Tools Source Description Comment
Windowmasker conda repeatmasking part of blast package
TRF conda repeatmasking
RepeatMasker conda repeatmasking
bedtools conda applying masking to fasta
BUSCOclade github tree reconstruction https://github.com/tomarovsky/BuscoClade
Progressive Cactus docker/github WGA docker-based installation preferred
HalToolkit cactus container/github/conda?
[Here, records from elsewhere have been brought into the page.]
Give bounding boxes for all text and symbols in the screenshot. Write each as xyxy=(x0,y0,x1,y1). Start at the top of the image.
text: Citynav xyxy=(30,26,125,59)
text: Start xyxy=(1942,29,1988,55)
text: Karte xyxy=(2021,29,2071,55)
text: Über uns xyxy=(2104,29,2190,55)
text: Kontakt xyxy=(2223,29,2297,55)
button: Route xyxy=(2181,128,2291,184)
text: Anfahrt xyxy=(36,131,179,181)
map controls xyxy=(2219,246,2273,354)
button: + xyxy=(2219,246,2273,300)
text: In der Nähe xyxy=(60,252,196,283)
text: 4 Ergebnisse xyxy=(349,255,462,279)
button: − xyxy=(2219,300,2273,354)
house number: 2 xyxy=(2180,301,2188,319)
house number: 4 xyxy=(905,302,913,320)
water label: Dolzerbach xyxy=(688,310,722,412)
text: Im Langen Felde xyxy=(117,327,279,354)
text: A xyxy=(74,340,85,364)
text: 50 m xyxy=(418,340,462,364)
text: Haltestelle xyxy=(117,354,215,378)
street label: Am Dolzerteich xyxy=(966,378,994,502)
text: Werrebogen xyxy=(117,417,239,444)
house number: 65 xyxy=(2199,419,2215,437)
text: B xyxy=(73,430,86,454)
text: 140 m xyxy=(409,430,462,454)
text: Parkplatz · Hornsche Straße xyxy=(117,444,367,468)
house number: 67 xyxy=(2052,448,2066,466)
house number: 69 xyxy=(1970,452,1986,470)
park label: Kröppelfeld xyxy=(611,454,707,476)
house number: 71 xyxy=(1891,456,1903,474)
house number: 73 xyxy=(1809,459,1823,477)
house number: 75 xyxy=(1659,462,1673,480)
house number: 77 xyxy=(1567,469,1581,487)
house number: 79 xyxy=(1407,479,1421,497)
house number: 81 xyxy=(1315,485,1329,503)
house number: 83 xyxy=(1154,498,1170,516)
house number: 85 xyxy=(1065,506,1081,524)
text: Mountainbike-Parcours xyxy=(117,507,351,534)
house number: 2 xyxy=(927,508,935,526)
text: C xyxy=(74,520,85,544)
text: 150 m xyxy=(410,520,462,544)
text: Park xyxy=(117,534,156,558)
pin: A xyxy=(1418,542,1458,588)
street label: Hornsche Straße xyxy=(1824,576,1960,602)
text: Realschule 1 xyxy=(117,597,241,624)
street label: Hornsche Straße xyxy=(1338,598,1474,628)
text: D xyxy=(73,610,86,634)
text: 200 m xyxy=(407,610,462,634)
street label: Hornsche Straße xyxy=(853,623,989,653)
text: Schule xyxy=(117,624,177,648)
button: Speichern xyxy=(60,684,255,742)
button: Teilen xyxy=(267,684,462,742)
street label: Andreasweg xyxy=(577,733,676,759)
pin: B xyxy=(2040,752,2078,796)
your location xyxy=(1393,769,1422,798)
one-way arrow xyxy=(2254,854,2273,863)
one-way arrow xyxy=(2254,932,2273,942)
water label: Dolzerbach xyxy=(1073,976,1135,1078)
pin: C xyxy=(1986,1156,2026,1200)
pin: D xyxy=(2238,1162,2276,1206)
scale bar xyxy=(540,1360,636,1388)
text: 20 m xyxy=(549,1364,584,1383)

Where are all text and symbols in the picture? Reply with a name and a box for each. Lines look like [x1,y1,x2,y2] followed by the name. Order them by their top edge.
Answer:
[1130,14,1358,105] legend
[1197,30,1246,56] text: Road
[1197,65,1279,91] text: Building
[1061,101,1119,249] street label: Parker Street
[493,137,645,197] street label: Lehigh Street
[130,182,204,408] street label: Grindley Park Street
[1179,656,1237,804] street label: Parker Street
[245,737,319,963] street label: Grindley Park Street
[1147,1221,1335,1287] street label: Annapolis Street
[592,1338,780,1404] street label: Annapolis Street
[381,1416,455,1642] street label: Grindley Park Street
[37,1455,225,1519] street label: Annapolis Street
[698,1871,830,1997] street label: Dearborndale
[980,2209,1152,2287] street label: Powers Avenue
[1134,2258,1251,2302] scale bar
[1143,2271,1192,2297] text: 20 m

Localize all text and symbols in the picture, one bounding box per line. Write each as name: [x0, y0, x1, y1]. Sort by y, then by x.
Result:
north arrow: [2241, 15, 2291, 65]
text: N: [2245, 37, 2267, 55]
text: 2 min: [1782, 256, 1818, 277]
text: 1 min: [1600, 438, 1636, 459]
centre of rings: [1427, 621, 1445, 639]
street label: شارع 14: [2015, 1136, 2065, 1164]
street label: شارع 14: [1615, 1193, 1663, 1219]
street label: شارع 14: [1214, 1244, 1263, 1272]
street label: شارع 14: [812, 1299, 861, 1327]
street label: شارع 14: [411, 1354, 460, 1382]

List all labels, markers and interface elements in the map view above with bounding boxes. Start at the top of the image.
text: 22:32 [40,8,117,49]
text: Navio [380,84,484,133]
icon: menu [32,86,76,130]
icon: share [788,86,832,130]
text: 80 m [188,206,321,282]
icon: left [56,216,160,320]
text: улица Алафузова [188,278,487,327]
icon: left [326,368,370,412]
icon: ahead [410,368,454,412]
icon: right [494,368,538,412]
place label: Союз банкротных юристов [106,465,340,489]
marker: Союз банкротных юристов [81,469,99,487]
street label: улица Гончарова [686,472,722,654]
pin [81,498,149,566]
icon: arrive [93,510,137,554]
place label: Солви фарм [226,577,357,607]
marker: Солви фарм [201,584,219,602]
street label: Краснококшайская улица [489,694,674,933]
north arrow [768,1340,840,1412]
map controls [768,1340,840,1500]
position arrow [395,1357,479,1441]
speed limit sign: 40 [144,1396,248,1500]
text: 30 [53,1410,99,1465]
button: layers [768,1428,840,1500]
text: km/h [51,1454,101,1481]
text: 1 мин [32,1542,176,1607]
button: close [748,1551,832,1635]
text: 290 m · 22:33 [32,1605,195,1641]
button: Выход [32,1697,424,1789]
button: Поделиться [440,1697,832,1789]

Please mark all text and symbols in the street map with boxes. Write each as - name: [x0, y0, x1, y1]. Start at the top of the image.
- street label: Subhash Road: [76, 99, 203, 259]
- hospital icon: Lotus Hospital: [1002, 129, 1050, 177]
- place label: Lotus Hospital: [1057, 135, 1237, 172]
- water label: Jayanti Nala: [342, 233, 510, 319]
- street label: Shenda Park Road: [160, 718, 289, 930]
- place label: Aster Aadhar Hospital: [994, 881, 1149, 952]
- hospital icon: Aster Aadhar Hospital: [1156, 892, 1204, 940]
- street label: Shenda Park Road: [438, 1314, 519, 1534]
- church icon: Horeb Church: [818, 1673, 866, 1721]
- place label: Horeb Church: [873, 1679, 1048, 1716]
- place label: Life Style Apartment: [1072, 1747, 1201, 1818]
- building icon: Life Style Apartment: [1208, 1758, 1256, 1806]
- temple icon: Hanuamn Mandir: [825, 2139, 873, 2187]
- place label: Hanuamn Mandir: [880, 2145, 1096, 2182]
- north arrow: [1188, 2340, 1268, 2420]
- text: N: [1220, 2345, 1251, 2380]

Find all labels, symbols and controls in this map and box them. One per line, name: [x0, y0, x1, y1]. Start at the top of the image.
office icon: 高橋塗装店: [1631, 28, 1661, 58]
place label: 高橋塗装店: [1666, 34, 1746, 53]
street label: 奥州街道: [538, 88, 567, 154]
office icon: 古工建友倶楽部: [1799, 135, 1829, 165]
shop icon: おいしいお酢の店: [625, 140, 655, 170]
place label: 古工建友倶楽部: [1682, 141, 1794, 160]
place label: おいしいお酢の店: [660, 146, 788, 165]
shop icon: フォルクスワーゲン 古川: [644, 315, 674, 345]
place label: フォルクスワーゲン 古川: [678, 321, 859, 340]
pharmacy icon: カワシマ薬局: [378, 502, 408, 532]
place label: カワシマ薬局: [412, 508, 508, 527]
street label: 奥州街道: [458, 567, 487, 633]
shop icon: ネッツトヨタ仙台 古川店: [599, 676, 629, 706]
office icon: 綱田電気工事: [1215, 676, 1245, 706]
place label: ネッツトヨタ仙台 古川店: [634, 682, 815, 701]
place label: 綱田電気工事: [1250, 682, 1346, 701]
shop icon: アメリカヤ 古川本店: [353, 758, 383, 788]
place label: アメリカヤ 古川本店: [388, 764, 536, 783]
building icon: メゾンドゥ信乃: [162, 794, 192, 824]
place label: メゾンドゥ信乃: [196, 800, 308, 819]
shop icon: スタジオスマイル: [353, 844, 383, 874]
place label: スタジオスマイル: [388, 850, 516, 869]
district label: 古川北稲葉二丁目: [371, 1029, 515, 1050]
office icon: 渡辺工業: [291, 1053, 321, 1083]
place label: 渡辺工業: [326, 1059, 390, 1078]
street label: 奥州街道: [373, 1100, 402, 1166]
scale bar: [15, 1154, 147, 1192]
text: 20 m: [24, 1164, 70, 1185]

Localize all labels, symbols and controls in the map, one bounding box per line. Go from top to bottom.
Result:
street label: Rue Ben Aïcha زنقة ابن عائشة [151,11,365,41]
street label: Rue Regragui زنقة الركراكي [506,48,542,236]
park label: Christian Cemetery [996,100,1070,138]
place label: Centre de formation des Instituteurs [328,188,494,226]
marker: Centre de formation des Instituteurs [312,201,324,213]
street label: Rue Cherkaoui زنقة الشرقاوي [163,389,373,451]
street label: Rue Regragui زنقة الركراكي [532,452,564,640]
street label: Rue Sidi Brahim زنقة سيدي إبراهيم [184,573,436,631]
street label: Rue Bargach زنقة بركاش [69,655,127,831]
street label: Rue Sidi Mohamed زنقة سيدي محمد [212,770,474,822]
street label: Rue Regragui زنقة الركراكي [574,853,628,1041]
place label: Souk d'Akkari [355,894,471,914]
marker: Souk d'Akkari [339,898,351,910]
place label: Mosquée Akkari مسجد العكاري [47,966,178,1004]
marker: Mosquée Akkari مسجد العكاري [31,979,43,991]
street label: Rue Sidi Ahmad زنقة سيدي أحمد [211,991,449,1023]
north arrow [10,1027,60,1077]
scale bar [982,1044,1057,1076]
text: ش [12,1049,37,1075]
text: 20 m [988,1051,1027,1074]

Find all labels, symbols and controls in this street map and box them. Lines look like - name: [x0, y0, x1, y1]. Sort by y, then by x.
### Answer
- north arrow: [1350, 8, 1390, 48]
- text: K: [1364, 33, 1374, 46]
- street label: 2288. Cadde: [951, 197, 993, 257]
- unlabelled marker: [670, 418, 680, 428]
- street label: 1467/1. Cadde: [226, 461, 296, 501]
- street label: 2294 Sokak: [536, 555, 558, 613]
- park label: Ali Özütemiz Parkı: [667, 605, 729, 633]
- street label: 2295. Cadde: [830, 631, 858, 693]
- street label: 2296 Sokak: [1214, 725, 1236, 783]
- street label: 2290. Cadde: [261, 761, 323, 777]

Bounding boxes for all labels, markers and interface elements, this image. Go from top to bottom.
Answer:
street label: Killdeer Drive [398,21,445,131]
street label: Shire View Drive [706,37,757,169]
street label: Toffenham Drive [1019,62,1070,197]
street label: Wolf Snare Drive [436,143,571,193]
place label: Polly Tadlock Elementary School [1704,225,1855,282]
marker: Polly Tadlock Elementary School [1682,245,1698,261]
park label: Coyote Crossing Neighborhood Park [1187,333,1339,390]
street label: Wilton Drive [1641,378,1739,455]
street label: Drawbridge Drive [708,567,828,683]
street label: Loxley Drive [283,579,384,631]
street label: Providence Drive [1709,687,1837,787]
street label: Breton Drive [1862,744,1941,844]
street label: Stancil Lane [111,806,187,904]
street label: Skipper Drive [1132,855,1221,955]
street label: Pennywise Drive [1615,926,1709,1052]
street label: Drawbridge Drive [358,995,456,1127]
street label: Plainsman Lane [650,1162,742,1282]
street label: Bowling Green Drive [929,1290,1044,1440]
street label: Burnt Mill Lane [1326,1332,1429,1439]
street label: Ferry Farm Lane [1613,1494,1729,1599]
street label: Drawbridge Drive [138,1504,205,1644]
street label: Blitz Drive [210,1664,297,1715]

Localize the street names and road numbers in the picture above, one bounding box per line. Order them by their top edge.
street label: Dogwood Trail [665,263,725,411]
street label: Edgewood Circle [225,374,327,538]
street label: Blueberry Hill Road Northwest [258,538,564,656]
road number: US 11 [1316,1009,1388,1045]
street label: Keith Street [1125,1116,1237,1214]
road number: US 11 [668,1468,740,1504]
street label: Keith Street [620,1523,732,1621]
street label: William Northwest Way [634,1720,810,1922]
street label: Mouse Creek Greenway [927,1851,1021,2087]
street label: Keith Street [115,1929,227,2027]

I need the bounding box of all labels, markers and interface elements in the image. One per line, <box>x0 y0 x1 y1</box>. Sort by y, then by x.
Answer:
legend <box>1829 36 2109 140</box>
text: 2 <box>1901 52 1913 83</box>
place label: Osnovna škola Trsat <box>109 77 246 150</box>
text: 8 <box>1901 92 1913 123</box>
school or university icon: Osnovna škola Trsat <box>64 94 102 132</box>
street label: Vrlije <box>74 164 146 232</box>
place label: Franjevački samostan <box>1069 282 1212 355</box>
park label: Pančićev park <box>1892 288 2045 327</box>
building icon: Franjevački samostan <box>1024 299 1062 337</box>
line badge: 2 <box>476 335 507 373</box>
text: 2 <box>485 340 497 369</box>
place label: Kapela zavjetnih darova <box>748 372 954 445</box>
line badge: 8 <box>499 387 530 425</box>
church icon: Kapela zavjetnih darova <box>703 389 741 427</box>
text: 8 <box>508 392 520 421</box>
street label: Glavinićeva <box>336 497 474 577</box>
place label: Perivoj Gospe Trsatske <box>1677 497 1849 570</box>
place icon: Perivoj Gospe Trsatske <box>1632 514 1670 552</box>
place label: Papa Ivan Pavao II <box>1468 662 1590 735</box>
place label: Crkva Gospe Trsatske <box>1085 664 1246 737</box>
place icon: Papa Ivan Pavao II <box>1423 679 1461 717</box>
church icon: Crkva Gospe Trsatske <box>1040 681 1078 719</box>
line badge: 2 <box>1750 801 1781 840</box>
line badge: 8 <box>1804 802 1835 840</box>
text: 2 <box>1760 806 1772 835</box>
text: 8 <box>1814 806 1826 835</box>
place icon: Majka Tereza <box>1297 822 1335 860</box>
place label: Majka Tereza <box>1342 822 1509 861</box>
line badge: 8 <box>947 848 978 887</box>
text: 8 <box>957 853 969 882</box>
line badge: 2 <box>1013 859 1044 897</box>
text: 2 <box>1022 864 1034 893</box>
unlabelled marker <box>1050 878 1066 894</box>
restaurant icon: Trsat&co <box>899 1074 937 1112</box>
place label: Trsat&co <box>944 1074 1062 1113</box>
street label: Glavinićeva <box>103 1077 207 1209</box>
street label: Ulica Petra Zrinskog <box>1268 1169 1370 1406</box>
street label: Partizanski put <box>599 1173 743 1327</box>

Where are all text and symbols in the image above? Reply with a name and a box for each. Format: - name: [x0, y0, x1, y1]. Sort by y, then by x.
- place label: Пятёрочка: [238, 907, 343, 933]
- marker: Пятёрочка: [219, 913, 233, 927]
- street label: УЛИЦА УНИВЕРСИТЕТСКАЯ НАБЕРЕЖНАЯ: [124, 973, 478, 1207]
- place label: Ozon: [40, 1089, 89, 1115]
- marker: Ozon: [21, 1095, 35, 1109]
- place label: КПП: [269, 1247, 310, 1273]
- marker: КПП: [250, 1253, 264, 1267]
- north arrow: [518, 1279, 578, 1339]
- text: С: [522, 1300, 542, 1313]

Synteny maybe a bit painful for manual installation, but less than cactus
MAVR conda wrapper scripts available from channel mahajrod
RouToolPa conda dependency of MAVR available from channel mahajrod
MACE conda visualization available from channel mahajrod
Chromodotter conda visualization available from channel mahajrod

Stages:

I. Check input assemblies

To be sure that whole genome alignment (WGA) and hal-related tools will work, I recommend to check the scaffold ids in the input assemblies for special symbols (@, %$, |, and others) and remove them. NCBI and DNAzoo assemblies do not need such a verification. Probably, it is an overcare, but both Cactus and halToolkit may inherit old code (up to ancient Kent binaries) and may have issues with special symbols.

II. Mask the assemblies

Absolute minima is Windowmasker + TRF, but adding RepeatMasker is highly recommended too.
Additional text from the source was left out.